Heimniederlage im Ost-Derby – Hansa unterliegt Jena mit 1:2

Serie gerissen! Nach sieben Partien ohne Niederlage muss sich der F.C. Hansa im heimischen Ostseestadion vor 16.087 Zuschauern gegen den FC Carl Zeiss Jena mit 1:2 (1:1) geschlagen geben. Nachdem die frühe Führung der Thüringer durch Breier noch postwendend ausgeglichen werden konnte, hatte unser Team dem zweiten Treffer nichts mehr entgegenzusetzen.

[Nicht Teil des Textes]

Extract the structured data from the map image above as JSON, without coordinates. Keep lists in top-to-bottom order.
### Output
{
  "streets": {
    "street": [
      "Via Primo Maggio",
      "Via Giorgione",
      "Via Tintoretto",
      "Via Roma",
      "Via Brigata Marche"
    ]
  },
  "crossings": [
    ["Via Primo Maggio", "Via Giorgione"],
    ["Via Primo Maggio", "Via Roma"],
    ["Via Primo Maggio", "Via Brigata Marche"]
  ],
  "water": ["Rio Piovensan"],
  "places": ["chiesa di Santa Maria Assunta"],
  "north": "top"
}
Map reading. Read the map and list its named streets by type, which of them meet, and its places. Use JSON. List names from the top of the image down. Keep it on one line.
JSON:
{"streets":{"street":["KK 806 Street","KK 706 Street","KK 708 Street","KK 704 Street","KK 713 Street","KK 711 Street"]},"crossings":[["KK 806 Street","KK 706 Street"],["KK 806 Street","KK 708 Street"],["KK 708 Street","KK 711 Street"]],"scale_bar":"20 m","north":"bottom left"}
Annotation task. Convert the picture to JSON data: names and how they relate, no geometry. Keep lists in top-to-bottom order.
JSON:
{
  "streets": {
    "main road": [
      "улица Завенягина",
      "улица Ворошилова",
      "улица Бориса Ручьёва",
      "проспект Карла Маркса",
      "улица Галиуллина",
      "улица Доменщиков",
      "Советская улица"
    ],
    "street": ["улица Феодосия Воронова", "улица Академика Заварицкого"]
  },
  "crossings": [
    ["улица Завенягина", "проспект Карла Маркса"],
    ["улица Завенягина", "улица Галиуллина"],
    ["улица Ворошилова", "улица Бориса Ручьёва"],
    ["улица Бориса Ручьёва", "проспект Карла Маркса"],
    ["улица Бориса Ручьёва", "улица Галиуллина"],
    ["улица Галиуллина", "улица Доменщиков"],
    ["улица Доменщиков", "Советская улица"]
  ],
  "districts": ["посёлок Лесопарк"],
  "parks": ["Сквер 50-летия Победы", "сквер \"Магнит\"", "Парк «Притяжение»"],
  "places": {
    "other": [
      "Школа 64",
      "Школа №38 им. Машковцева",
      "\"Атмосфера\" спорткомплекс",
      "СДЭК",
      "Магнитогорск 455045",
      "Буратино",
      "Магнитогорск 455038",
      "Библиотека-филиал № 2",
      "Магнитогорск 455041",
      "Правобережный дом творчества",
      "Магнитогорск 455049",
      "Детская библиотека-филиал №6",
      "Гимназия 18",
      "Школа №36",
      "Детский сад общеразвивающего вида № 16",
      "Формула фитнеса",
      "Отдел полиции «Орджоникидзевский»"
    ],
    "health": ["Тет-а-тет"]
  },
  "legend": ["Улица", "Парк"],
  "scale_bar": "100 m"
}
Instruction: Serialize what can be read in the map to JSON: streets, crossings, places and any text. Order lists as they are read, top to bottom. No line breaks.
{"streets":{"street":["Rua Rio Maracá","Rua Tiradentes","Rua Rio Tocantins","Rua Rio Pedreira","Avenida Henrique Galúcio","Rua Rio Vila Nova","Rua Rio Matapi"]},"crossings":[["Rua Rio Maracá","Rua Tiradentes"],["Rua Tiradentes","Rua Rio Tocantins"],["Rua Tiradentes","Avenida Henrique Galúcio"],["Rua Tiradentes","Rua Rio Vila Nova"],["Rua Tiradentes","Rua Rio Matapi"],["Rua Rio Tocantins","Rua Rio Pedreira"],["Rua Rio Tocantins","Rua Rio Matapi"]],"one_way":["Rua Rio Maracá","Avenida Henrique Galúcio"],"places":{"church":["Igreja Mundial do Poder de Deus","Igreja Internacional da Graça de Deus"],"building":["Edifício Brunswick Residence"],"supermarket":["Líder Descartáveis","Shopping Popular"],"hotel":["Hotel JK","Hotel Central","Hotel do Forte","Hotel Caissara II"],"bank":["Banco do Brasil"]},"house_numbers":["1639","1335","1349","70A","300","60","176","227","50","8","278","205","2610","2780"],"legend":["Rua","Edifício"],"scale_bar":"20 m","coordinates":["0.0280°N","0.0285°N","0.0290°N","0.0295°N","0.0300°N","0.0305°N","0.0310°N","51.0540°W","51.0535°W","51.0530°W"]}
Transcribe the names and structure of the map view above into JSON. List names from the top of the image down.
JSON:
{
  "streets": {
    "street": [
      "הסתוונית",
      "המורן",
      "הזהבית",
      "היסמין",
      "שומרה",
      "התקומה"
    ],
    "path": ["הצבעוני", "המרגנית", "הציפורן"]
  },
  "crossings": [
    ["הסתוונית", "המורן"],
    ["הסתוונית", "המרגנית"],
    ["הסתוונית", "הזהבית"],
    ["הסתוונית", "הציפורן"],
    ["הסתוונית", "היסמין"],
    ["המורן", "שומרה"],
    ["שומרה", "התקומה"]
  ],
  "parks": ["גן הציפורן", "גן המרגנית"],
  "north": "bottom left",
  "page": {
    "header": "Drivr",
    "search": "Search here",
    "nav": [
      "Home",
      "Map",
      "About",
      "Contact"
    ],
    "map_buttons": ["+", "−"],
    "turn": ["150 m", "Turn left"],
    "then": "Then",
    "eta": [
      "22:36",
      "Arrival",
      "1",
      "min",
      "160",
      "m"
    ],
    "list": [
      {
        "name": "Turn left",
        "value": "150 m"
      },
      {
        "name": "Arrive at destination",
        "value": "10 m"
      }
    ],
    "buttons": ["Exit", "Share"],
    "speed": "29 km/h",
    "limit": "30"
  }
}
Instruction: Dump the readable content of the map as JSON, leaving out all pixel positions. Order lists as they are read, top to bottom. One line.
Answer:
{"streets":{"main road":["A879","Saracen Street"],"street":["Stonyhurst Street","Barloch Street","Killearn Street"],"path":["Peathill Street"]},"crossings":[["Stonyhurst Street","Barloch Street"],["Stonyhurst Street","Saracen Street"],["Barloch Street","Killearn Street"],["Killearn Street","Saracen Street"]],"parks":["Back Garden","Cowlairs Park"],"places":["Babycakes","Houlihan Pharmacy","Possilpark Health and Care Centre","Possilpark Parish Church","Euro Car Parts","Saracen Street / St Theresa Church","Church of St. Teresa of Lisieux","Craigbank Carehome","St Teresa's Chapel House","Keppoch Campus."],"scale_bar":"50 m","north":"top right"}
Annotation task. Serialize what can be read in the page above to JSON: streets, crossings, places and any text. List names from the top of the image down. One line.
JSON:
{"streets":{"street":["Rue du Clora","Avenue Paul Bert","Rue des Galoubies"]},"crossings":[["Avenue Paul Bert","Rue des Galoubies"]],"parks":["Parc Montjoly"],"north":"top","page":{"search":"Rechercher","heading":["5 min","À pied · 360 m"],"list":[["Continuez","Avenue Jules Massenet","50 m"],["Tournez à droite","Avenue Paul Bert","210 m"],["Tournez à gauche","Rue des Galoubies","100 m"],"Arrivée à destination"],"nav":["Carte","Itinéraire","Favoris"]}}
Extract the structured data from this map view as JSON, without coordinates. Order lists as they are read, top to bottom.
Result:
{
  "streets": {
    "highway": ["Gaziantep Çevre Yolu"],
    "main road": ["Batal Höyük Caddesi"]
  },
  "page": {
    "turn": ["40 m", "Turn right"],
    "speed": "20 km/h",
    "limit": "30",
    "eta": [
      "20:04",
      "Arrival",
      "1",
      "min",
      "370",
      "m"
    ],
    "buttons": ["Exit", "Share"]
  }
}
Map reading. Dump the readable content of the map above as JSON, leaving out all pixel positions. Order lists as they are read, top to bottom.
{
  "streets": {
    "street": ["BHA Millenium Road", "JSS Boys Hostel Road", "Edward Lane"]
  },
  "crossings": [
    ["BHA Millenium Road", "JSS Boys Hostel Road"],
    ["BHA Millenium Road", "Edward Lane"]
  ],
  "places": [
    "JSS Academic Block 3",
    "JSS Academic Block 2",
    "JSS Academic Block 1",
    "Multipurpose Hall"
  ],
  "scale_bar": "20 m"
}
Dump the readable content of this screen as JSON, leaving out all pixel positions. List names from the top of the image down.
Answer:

Zwei Änderungen hatte Jens Härtel im Vergleich zum Remis bei Fortuna Köln an seiner Startformation vorgenommen und neben Joker Pascal Breier auch auf Guillaume Cros zurückgegriffen. Gegen seinen ehemaligen Verein sollte dieser anstelle von Lukas Scherff für Akzente über links sorgen. Breier, der für Hilßner in die erste Elf gerückt war, fand sich hingegen im Sturmzentrum ein.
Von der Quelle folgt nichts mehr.